Political heat intensified this month after gubernatorial hopefuls and local officials cited the audit to argue that the state’s strategy failed. They pointed to federal counts showing California still has the nation’s largest homeless population and to city-level audits finding sloppy controls at some providers. In Los Angeles, council members moved last year to curb reliance on the region’s homelessness authority after auditors flagged poor contract oversight and millions in unsubstantiated advances. Newsom allies counter that voters approved a behavioral health bond and program changes intended to speed treatment beds and housing. They say the state has begun tightening grant conditions, requiring clearer deliverables and quarterly outcome reporting. The auditor, meanwhile, set timelines for agencies to present a plan to standardize metrics and publish annual results, steps that lawmakers said they would monitor in oversight hearings.

The broader context is complex. California’s homeless crisis deepened during and after the pandemic as rents rose and mental health and addiction services strained to meet need. The state also poured money into motel purchases, encampment cleanups and local outreach teams, while courts weighed in on when cities may clear camps. Some regions report more shelter beds and placements; others saw tents multiply along highways and riverbeds. Economists note that even large sums can be diluted across California’s 58 counties and hundreds of providers, making comparisons hard without standard yardsticks. The audit underscored that fragmentation by program, city and nonprofit obscured which investments moved people from streets to stable housing and which did not. It also flagged delays in evaluating encampment grants and in reconciling local reports with state payment systems, leaving policymakers with partial snapshots.

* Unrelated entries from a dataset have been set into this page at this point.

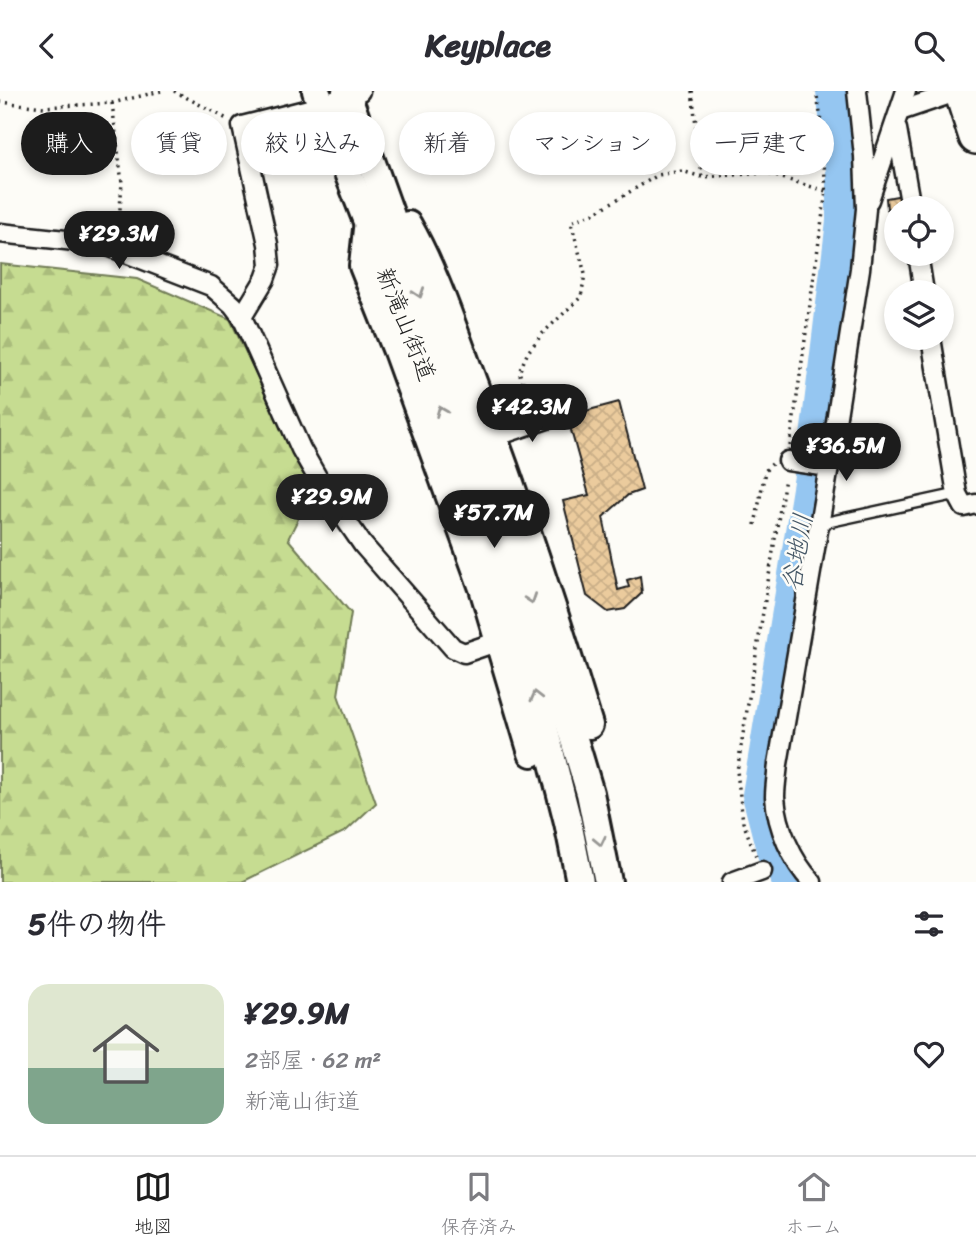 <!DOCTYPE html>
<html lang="ja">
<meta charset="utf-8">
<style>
body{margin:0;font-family:Sriracha,"Klee One",sans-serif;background:#f7f7f7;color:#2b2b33;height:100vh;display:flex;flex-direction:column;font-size:26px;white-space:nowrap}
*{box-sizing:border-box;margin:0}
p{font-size:23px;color:#7c7c81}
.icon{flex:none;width:38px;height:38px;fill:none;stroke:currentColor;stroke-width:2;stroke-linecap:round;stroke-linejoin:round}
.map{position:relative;height:791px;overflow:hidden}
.side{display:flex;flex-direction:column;background:#fff;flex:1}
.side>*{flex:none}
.banner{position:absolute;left:21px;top:21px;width:934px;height:63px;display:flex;gap:14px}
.buttons{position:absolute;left:884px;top:105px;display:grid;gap:14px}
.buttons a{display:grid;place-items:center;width:70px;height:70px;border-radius:50%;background:#fff;box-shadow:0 4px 10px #0003;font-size:35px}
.price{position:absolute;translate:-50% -60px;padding:0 16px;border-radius:24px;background:#1c1c1c;color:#fff;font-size:23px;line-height:46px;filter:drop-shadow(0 2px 4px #0008)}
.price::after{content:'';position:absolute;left:50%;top:42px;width:21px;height:16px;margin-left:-10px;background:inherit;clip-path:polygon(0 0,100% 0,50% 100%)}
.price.active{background:#222;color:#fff}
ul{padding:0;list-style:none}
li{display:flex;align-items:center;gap:21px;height:175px;padding:0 28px}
li span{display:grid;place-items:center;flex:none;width:196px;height:140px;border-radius:21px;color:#555}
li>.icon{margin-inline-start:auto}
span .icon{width:84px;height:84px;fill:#fffc;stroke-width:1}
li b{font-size:30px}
h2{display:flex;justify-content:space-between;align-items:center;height:84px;padding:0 28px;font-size:30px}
.chip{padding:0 24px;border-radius:32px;background:#fff;box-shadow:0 4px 10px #0003;font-size:24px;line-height:63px}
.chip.active{background:#1c1c1c;color:#fff}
header{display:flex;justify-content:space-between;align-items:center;height:91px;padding:0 28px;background:#fff;font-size:32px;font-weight:700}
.dock{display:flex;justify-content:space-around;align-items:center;height:98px;border-top:2px solid #e1e1e2;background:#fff;font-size:19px;color:#7c7c81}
.dock a{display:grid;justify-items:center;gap:4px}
.dock .active{color:#1c1c1c}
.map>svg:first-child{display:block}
</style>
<header><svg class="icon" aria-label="back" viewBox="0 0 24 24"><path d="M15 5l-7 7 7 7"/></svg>Keyplace<svg class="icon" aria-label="search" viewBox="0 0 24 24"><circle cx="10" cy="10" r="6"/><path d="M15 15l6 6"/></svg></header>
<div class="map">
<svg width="976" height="791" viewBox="0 0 976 791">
<defs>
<pattern id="forest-firs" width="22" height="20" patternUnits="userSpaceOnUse" patternTransform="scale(1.75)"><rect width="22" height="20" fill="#c6dc91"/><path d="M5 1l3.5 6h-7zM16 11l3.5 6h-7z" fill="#aabc7c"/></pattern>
<pattern id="building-cross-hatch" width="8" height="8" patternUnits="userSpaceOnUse" patternTransform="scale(1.75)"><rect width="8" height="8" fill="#ebcb9d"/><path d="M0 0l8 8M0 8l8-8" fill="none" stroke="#c9ae87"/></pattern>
</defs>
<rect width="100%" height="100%" fill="#fdfcf7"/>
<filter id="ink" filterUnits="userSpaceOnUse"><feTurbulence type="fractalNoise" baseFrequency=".0143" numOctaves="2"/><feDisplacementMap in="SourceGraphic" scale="14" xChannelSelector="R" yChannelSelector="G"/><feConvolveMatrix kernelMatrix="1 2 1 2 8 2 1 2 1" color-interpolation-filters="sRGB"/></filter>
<g filter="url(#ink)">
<polygon fill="url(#forest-firs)" stroke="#717c56" stroke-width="2" points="0,173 137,188 230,228 312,400 288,448 351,522 338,604 376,712 346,740 242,791 0,791"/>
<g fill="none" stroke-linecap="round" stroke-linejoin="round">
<polyline stroke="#95c6f1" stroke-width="32" points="788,791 773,762 758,704 815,355 842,130 842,81 832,0"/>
</g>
<g fill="url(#building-cross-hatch)" stroke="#1c1c1c" stroke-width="2">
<polygon points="903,104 904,115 887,118 886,107"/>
<polygon points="619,311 642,399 628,404 603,426 618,499 629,496 627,489 640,485 642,502 625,518 608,521 587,505 563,410 589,404 567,325"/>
</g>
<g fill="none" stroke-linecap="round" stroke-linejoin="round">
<g stroke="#1c1c1c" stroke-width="14">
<polyline id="lane" points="819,433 957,403"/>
</g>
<g stroke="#1c1c1c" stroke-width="23">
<g id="street">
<polyline points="900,20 959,0"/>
<polyline points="897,38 911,117"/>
<polyline points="869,109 906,0"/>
<polyline points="0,142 103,153 211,195 233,214 242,226 301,358 321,393 363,454 453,557 464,562 499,550"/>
<polyline points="918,163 924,201"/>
<polyline points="242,226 265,188 270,174 268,153 242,35 321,15 360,0"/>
<polyline points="931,247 957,403 964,416 976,413"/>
<polyline points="494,346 559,324"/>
<polyline points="788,370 829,376"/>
<polyline points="732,791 762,780"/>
<path d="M812,791C792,770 777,736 775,706C775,695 777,684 778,673L829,376L860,178L866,118L864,65L857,0"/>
</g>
</g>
<g stroke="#1c1c1c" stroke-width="32">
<g id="secondary">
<polyline points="316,0 445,330 497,476 531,585 568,731 580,791"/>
<polyline points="346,0 440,261 482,368 539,531 590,702 608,791"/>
<path d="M408,134C436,183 453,238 473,291C516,404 554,518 589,634"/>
<polyline points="367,138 363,175 397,260 483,497 532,662"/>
</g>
</g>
<g stroke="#1c1c1c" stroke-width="38">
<polyline id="highway" points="961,0 976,46"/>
</g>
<g stroke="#1c1c1c" stroke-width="3.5" stroke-dasharray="2 5" stroke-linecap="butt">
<polyline points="174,0 227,28"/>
<polyline points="692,0 702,85"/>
<polyline points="0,11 44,16 112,12 161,0"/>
<polyline points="112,12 122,92 118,143"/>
<polyline points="534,317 519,281 528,261 543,242 581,206 585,183 571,131 596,121 658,84 682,80 702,86 765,82 826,100"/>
<polyline points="790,355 826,100 820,22 816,0"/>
<polyline points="755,434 765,380 772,373"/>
<polyline points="756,765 743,731 737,680 785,387"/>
</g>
<use href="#lane" stroke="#fdfcf7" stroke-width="9"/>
<use href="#street" stroke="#fdfcf7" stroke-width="18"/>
<use href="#secondary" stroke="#fdfcf7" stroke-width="26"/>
<use href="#highway" stroke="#fdfcf7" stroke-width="33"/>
</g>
<defs><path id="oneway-chevron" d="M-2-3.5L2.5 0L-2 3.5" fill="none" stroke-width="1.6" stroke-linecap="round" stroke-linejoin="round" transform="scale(1.75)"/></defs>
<g stroke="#989794">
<use href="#oneway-chevron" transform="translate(419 202) rotate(71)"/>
<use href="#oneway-chevron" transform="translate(441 320) rotate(-112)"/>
<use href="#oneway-chevron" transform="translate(531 508) rotate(71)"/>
<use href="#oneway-chevron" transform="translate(536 605) rotate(-104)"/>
<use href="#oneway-chevron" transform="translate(600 750) rotate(78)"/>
</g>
</g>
<g text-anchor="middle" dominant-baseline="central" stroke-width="5" stroke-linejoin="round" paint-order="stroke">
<g font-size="24" fill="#1c1c1c" stroke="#fdfcf7">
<text transform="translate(406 233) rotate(68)">新滝山街道</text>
</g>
<g font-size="26" font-style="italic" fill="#465867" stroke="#fdfcf7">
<text transform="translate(797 461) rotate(-81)">谷地川</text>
</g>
</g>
</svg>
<div class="buttons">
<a><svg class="icon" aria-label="locate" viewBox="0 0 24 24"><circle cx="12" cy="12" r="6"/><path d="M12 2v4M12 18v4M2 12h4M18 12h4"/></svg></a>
<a><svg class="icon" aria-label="layers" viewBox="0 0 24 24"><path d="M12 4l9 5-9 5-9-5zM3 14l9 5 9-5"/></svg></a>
</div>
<b class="price" style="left:119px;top:180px">¥29.3M</b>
<b class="price" style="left:532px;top:353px">¥42.3M</b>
<b class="price" style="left:846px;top:392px">¥36.5M</b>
<b class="price active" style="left:332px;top:443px">¥29.9M</b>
<b class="price" style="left:494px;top:459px">¥57.7M</b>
<div class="banner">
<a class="chip active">購入</a>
<a class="chip">賃貸</a>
<a class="chip">絞り込み</a>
<a class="chip">新着</a>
<a class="chip">マンション</a>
<a class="chip">一戸建て</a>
</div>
</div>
<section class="side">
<h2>5件の物件<svg class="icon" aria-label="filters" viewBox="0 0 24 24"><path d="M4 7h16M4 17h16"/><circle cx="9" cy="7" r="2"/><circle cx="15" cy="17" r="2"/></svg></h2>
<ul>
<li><span style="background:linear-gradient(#dfe7d0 60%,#7fa58c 0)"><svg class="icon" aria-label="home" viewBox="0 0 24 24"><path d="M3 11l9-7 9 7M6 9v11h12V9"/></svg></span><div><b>¥29.9M</b><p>2部屋 · 62 m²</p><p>新滝山街道</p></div><svg class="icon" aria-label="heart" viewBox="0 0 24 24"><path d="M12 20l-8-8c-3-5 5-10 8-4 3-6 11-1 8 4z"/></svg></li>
</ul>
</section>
<nav class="dock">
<a class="active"><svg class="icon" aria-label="map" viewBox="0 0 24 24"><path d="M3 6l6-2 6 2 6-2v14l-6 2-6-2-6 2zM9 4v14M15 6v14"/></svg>地図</a>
<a><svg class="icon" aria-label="saved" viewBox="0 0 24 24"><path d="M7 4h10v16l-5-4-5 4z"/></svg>保存済み</a>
<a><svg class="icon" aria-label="home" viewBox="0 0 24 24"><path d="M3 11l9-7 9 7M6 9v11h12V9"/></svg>ホーム</a>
</nav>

Procedurally, the audit directed the interagency council to build a unified performance dashboard, track costs per outcome, and publish annual effectiveness reviews. It recommended tying future awards to verified results and requiring local partners to submit timely, comparable data. Lawmakers scheduled follow-up briefings and asked departments to show how new contracts will measure exits to housing, returns to homelessness and service completion. The governor’s office said agencies have begun to align program metrics and will fold the new reporting into forthcoming budget documents. With a fresh shortfall limiting new spending, administration officials said they will focus on enforcing milestones in existing grants, releasing any withheld tranches only after outcomes are verified. Cities and counties expect to revisit agreements with regional authorities this spring, while the Legislature plans a status hearing when the next statewide homelessness count results are released later this year.

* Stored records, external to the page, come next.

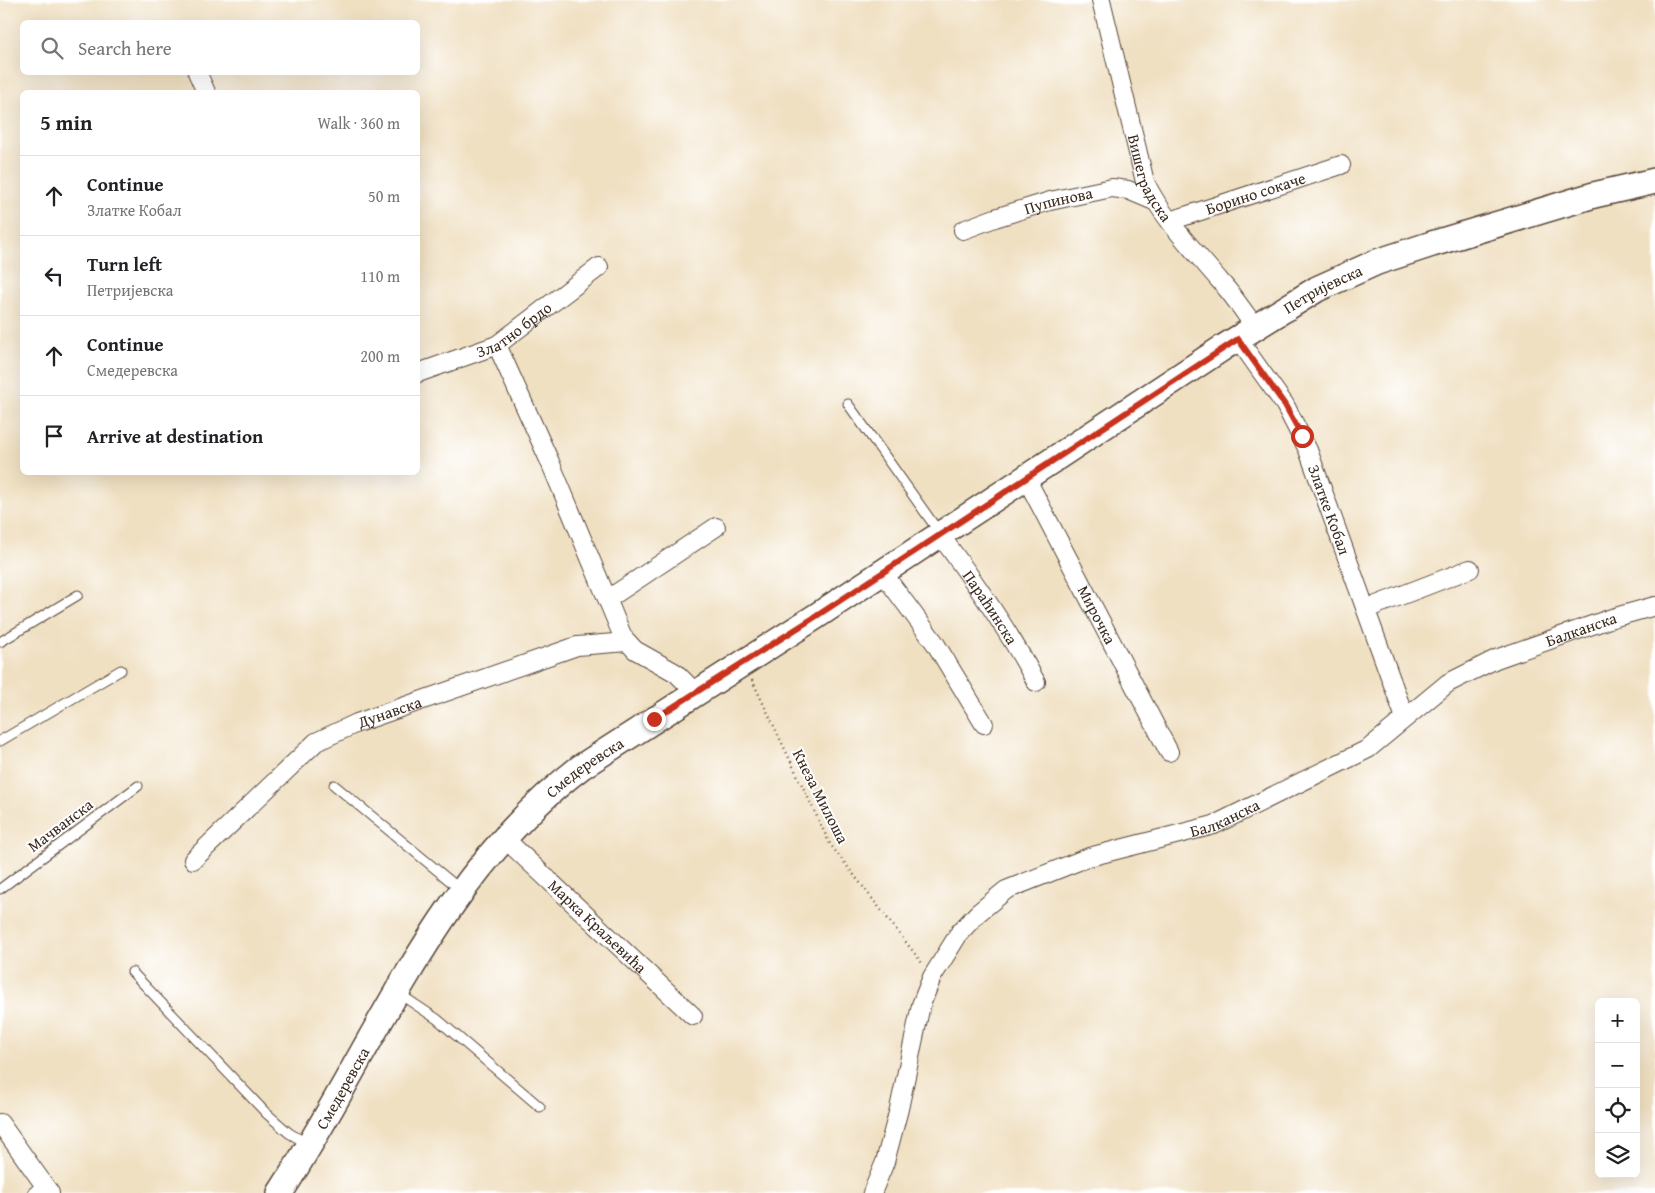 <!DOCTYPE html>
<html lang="en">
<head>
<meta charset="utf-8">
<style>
  :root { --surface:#fff; --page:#f6f6f6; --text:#202124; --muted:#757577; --line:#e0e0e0 }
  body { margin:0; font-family:"Gentium Book Plus",serif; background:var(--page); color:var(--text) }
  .controls { position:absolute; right:15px; bottom:15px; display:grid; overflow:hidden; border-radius:8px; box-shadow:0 5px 20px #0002 }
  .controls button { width:45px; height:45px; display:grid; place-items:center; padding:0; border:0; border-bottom:1px solid var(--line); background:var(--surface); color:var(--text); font:25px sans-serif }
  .stop { position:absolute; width:15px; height:15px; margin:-11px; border:4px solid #c8321e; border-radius:50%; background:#fff }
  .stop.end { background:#c8321e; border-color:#fff; box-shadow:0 1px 5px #0008 }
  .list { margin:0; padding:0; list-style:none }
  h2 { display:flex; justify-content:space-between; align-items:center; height:65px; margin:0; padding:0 20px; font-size:21px }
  h2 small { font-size:16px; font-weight:400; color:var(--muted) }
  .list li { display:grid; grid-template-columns:32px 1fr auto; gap:15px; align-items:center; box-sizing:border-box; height:80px; padding:0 20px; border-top:1px solid var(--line) }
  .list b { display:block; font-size:19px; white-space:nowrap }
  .list p { margin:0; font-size:16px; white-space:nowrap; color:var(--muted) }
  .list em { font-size:16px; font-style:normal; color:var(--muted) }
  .icon { flex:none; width:28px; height:28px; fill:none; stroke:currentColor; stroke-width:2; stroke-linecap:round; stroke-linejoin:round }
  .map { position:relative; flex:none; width:1655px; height:1193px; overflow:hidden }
  .search { position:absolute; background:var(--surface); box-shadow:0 5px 20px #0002; left:20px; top:20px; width:400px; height:55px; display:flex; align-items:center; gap:12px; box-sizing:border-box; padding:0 18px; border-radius:8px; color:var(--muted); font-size:19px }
  .panel { position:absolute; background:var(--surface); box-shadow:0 5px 20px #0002; left:20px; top:90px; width:400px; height:385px; border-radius:8px }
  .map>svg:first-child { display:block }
</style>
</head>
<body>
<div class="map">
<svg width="1655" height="1193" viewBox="0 0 1655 1193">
  <rect width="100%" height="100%" fill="#fff"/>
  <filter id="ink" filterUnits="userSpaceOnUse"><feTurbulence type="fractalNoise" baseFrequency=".02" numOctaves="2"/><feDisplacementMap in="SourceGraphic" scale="10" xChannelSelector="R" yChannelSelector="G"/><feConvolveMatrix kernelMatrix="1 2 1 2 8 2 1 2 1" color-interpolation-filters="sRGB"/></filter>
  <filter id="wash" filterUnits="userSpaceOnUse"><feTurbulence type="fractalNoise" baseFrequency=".0096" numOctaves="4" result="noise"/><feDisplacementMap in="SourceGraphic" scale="20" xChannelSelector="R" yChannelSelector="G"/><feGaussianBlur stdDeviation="1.12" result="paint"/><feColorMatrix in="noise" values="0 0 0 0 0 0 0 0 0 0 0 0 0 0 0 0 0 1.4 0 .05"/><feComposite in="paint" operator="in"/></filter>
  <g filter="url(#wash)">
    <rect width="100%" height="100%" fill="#f0e0c2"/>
  </g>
  <g filter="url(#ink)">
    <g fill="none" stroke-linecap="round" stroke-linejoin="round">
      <defs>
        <g id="service">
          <polyline points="848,404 939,532"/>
          <polyline points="0,642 78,595"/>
          <polyline points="0,741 121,670"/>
          <polyline points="334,785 461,890"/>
          <polyline points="0,889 138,786"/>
          <polyline points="132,972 266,1113 289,1133 308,1144"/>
          <polyline points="398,993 437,1019 540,1107"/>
          <polyline points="32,1193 43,1183"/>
        </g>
        <g id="minor">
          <path id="s1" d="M1101 0 1145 182C1163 219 1193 249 1220 281 1233 295 1244 312 1255 327"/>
          <polyline points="197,72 206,92"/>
          <path id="s2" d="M1170 221 1341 165"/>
          <path id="s3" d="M963 230 995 218 1050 201 1112 188 1128 190 1154 201"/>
          <path id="s4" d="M1238 339 1285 405 1308 450 1405 718"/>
          <polyline points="497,345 550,462 623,637 635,650 676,673 697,694"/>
          <path id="s5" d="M418 373 497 345 599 267"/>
          <path id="s6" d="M1026 478 1169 752"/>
          <path id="s7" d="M940 535C975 582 1008 629 1036 682"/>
          <polyline points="882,572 935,643 984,724"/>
          <polyline points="608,599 716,527"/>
          <polyline points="1366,609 1470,569"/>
          <path id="s8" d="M503 837 693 1016"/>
          <path id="s9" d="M193 860 316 742 357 723 577 646 627 642"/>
          <polyline points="0,1123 50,1193"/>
          <path id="s10" d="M872 1193 885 1162 899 1109 921 1005 932 977 960 932 978 913 1006 890 1089 857 1214 825 1368 749 1448 683 1496 659 1612 618 1655 606"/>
        </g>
        <g id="secondary">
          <path id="s11" d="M280 1193C375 1047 438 875 581 767L815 617 1224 347 1317 289 1377 262 1432 244 1594 195 1655 181"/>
        </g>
      </defs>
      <!-- service casing -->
      <use href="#service" stroke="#564537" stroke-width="11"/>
      <!-- minor casing -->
      <use href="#minor" stroke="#564537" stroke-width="20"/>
      <!-- secondary casing -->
      <use href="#secondary" stroke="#564537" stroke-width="28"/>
      <!-- path -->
      <polyline stroke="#564537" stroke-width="2.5" stroke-dasharray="1 4" stroke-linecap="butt" points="752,680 830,844 922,963"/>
      <!-- service -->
      <use href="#service" stroke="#fff" stroke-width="9"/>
      <!-- minor -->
      <use href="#minor" stroke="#fff" stroke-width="18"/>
      <!-- secondary -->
      <use href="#secondary" stroke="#fff" stroke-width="25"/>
    </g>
  </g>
  <g fill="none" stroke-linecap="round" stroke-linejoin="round" filter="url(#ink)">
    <!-- route -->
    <polyline stroke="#c8321e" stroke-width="6" points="654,719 815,617 1238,339 1285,405 1302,436"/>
  </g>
  <g text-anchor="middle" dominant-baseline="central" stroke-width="4" stroke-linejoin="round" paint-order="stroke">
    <!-- street labels -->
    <g font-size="16" fill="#3b2a1e" stroke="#fff">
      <text stroke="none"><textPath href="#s1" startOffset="185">Вишеградска</textPath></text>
      <text stroke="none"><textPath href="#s2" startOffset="90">Борино сокаче</textPath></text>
      <text stroke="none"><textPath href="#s3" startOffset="100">Пупинова</textPath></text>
      <text stroke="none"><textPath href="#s11" startOffset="1408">Петријевска</textPath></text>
      <text stroke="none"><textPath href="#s5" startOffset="106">Златно брдо</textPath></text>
      <text stroke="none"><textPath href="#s4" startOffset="195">Златке Кобал</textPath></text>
      <text stroke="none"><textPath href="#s7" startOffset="88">Параћинска</textPath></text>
      <text stroke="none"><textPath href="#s6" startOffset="154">Мирочка</textPath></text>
      <text stroke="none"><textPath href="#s10" startOffset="978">Балканска</textPath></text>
      <text stroke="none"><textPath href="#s9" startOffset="250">Дунавска</textPath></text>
      <text stroke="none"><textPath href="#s11" startOffset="528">Смедеревска</textPath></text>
      <text transform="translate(821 796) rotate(63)">Кнеза Милоша</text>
      <text stroke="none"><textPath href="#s10" startOffset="571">Балканска</textPath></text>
      <text transform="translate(60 825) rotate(-37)">Мачванска</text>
      <text stroke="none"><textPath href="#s8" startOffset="130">Марка Краљевића</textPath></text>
      <text stroke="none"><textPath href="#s11" startOffset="122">Смедеревска</textPath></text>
    </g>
  </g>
</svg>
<div class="controls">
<button>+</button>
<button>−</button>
<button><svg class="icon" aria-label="locate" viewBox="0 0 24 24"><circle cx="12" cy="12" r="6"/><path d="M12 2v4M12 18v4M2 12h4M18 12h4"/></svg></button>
<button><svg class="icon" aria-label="layers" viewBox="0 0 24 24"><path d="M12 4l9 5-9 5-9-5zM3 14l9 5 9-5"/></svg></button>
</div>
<div class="stop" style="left:1302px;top:436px"></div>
<div class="stop end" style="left:654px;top:719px"></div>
<div class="search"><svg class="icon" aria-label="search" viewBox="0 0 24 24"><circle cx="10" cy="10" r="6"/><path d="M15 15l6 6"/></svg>Search here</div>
<section class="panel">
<h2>5 min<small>Walk · 360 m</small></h2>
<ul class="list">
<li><svg class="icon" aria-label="ahead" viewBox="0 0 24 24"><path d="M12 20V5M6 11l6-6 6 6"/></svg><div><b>Continue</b><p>Златке Кобал</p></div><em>50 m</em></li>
<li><svg class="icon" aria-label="left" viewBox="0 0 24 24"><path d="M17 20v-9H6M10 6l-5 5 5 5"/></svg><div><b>Turn left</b><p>Петријевска</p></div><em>110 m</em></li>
<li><svg class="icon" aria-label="ahead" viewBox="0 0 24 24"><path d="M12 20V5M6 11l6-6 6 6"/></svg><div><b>Continue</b><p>Смедеревска</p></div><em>200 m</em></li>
<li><svg class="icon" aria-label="arrive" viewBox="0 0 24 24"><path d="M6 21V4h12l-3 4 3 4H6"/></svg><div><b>Arrive at destination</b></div></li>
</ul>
</section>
</div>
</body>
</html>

On the ground, providers and residents describe mixed results. Outreach workers in downtown Los Angeles say motel rooms funded early in the pandemic helped stabilize some clients, but permanent placements stalled when construction costs rose and supportive housing units took years to open. Business owners near freeway encampments in Oakland and Sacramento say they have seen repeated cleanups without lasting shelter options. “People ask where the money went,” said a shelter manager in the Central Valley. “We can show the beds and staff we paid for, but we haven’t had a common way to show outcomes that everyone accepts.” A Fresno-area advocate said cities need mental health beds faster, while a San Diego caseworker said rental assistance kept hundreds from eviction but the program’s reporting rules changed midstream, complicating data. At the Capitol, administration officials insist reforms are underway and that statewide results — including placements and treatment capacity — will be published on a regular schedule.

As of this week, the accountability push remains in progress. Agencies are drafting a standardized scorecard, Los Angeles is weighing whether to bypass its regional authority for some contracts, and lawmakers are preparing spring oversight hearings. The next milestone is the state’s consolidated homelessness outcomes update expected later this year, alongside local audits and midyear budget revisions.

Author note: Last updated January 10, 2026.